— Problem details —
Reading through the lines below, count those that include the string "Main"; the answer is that number and nothing else.

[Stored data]

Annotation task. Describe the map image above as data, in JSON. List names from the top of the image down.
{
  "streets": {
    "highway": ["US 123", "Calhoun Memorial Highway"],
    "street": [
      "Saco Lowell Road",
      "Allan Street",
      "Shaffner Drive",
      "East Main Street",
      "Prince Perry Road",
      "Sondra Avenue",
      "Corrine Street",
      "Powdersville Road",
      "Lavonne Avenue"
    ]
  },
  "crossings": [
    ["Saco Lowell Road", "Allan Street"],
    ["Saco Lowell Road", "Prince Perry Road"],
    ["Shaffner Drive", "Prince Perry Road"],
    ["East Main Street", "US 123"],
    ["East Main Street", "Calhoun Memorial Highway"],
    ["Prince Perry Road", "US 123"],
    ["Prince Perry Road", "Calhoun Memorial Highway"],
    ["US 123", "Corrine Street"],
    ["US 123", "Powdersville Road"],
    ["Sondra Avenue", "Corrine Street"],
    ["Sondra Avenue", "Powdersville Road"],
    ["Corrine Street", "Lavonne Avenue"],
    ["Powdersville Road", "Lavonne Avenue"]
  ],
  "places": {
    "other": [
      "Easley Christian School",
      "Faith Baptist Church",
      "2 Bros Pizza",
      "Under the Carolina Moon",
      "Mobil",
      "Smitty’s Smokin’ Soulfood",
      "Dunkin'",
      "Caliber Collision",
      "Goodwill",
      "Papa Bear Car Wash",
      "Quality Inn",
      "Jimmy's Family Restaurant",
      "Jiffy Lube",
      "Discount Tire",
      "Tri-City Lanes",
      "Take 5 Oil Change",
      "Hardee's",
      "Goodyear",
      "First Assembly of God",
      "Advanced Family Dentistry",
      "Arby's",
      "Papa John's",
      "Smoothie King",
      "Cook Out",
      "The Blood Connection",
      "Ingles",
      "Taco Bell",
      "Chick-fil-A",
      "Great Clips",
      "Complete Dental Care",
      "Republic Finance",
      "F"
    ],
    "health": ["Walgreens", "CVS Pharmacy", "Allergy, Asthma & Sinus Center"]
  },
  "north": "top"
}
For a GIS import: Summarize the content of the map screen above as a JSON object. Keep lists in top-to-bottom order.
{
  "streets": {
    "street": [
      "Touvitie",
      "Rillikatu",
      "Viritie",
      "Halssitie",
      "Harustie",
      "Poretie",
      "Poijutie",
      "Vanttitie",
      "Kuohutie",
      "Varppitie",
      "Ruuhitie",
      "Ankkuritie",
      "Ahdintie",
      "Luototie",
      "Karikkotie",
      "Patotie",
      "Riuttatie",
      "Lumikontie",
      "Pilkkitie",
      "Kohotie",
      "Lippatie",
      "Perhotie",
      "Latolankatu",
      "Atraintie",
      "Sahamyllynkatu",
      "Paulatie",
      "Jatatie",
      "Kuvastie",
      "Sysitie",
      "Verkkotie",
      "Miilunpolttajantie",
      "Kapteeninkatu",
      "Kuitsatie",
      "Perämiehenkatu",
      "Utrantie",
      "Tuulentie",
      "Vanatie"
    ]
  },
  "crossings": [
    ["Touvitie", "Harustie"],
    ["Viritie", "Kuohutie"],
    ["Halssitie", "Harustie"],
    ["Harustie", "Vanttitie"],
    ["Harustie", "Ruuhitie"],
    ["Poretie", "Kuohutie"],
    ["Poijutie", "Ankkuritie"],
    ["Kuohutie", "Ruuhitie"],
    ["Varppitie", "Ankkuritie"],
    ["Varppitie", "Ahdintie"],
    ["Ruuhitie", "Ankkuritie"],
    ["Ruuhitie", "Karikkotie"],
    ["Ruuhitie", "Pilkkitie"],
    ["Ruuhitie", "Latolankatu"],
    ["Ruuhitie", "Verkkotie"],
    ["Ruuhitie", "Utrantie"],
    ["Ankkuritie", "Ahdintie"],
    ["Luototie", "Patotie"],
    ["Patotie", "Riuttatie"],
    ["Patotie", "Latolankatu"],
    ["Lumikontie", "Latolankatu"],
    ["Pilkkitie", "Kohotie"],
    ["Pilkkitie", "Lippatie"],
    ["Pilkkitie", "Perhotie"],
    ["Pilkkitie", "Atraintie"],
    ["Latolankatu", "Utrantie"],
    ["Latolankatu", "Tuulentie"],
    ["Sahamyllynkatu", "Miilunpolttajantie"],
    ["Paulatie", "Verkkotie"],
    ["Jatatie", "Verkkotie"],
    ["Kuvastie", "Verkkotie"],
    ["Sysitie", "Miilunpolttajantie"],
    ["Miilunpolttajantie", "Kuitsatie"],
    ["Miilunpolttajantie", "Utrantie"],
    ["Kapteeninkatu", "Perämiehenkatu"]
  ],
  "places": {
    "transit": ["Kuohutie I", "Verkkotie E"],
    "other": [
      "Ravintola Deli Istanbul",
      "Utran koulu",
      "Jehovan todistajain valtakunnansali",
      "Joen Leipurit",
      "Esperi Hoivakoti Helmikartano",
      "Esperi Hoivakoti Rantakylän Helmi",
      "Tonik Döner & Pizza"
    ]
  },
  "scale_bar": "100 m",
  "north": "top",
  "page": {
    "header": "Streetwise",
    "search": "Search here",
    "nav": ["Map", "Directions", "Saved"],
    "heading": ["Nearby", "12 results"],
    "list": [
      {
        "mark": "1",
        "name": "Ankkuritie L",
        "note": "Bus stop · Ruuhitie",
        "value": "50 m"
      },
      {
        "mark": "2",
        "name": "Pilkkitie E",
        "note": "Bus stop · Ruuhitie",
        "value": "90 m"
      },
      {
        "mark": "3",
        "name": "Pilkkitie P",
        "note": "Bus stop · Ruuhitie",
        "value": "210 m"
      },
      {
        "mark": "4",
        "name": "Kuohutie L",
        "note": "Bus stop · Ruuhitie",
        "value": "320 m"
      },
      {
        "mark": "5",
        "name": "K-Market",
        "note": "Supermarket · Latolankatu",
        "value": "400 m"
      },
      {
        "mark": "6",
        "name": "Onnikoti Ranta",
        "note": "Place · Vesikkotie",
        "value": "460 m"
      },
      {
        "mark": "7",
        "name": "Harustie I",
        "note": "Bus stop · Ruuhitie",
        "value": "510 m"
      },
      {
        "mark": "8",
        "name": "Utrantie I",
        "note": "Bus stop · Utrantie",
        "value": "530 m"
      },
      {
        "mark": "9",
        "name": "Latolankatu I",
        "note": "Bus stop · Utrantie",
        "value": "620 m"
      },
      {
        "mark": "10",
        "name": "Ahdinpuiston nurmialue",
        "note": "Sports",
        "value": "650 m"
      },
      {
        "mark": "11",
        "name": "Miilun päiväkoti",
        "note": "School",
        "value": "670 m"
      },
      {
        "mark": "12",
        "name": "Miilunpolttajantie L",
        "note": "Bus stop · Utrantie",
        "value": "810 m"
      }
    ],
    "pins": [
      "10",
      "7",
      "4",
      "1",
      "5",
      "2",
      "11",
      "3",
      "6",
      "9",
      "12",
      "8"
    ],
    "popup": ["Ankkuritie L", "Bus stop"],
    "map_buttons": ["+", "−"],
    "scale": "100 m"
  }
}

— Finished task —
3